La prisión permanente revisable es la máxima pena privativa de libertad que existe en el Código Penal español. Fue aprobada en el Congreso de los Diputados el 26 de marzo de 2015, como parte de la Ley de Seguridad Ciudadana, con los únicos votos a favor del Partido Popular. La reeducación y reinserción social del reo son principios básicos de nuestra legislación penal y penitenciaria. El artículo 25 de la Constitución Española estipula: “Las penas privativas de libertad y las medidas de seguridad estarán orientadas hacia la reeducación y reinserción social y no podrán consistir en trabajos forzados”.

“Lo más escandaloso es la utilización por el PP de padres y madres de las víctimas de crímenes mediáticos para justificar y ampliar la prisión permanente revisable, eufemismo que consagra la cadena perpetua”

Es una solemne irresponsabilidad encubrir la pena de prisión de por vida o prisión perpetua, vulnerando así el principio de legalidad y el mandato constitucional de resocialización; se atenta contra la dignidad y contra la prohibición de penas inhumanas y tratos crueles y degradantes. Si es inhumana la pena de muerte, las penas, si son inciertas, también lo son. La legalidad penal española habla expresamente de que no atenten contra la dignidad humana y no resulten inhumanas, así como proscribe la cadena perpetua cuando incluye el mandato de la reinserción de las penas.

El Partido Popular está llevando a España a un estado de barbarie democrática con sus políticas. Basa el desarrollo económico en la desigualdad y en la ambición desmedida de unas élites que utilizan el Estado en su propio beneficio. Son también bárbaros los espectáculos de corrupción, y bárbaro es que no haya dimitido como presidente de Gobierno el responsable máximo de un partido que preparó campañas electorales con dinero negro y que hizo de la compra y venta de favores su modo natural de funcionamiento.

Pero por mucho que indigne la corrupción, lo más escandaloso que estamos viendo en estas semanas es la utilización por parte del Partido Popular de padres y madres de las víctimas de crímenes mediáticos para justificar y ampliar la prisión permanente revisable, eufemismo que consagra la cadena perpetua. Necesitaba representar el momento en el que la Venganza era sustituida por la Justicia. Valiéndose de un populismo degradador, quien utiliza a los padres y las madres de una víctima para modificar el Código Penal introduce de nuevo la venganza en los espacios de la justicia. El juez democrático es el encargado de velar al mismo tiempo por los derechos de la víctima y del delincuente. El Código Penal español es un buen ejemplo del deterioro democrático: ha limitado conquistas añadiendo autoritarismo.

Siglos de pensamiento jurídico han demostrado que el endurecimiento de las penas no sirve para lograr una sociedad más segura. Pero el pensamiento tiene poco que decir cuando los gobernantes están dispuestos a jugar con las emociones de manera mezquina.
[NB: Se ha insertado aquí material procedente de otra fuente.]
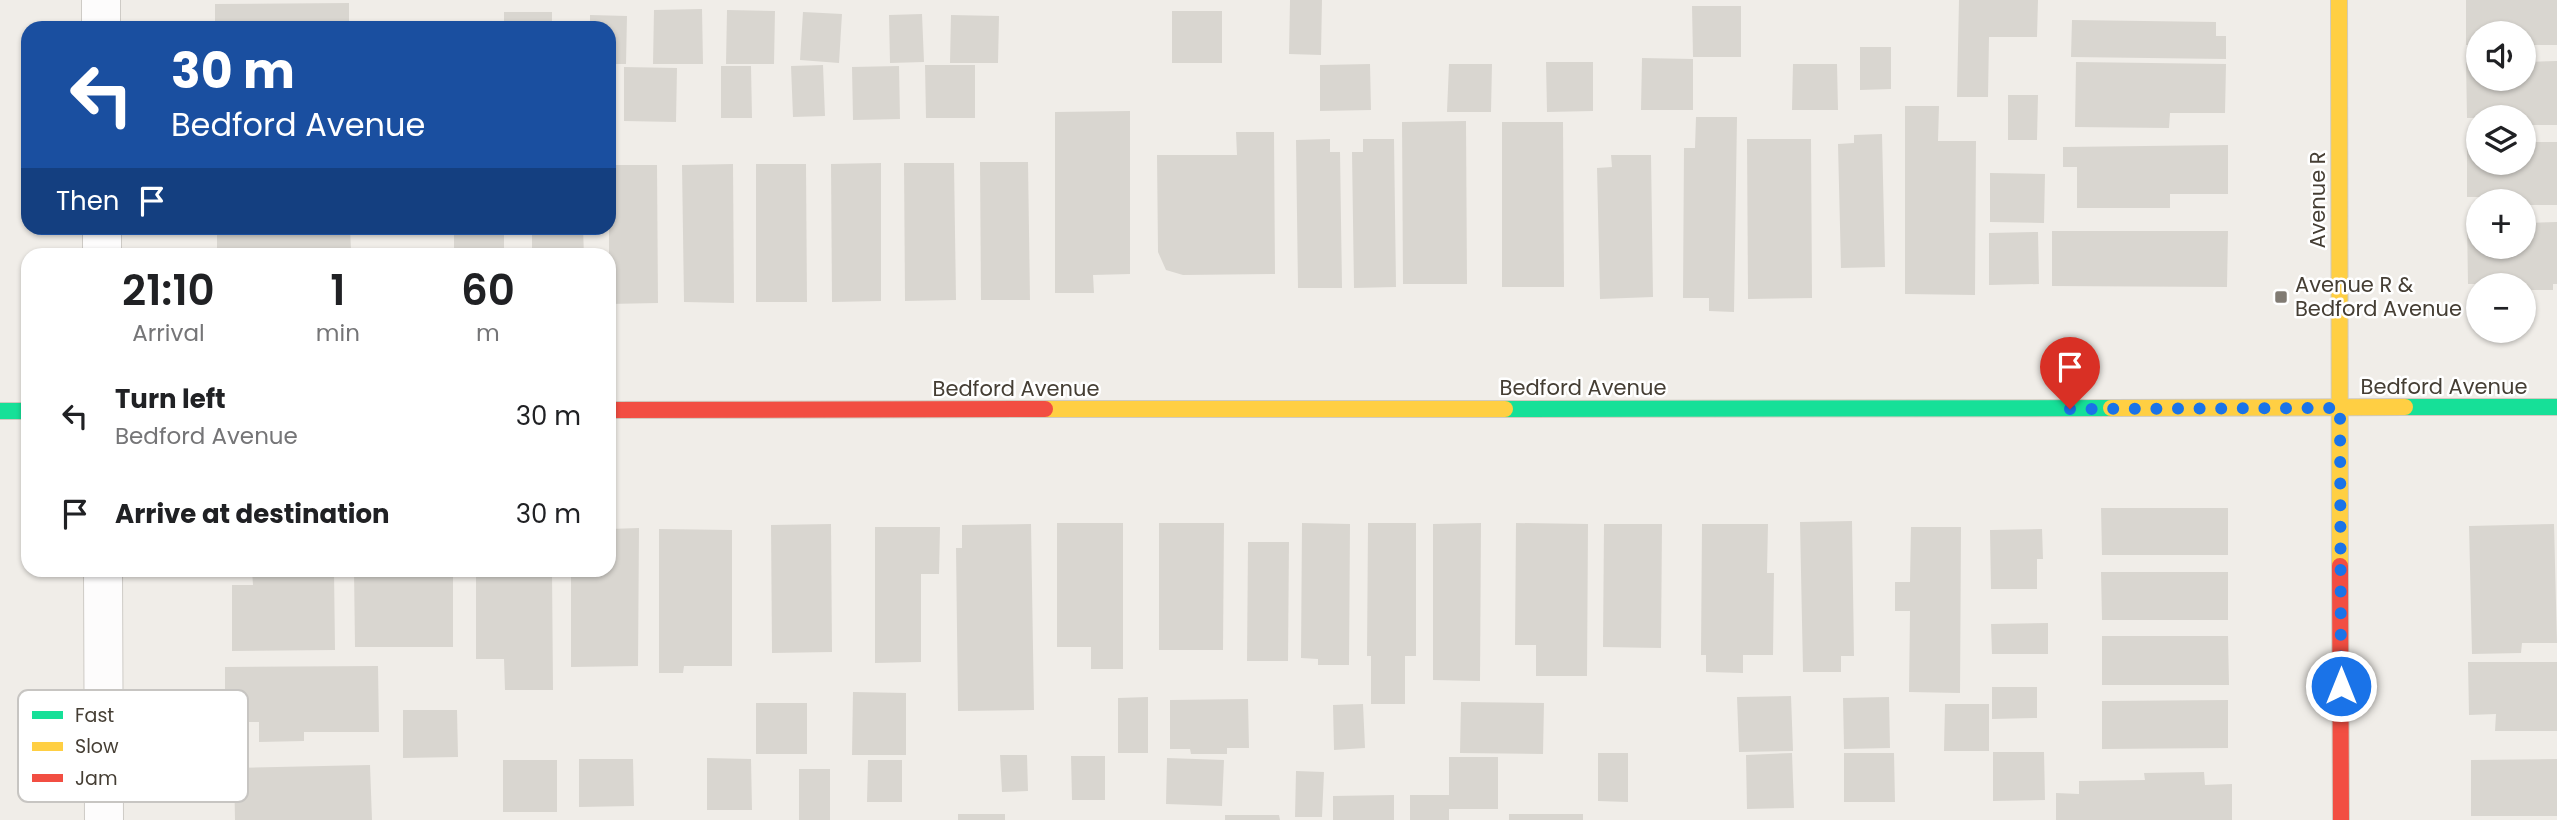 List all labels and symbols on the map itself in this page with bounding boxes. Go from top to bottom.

Las emociones pueden servir para movilizarnos en nombre de la convivencia y la justicia o para empujarnos hacia el odio y el miedo.

Que hayamos llegado hasta aquí es un síntoma de que la democracia se corrompe de manera alarmante. Tal vez si dejamos de pensar en la transición democrática de España conseguiremos explicarle a la gente lo emocionante que es confluir en la defensa de la sanidad pública, el trabajo decente y el deseo de igualdad.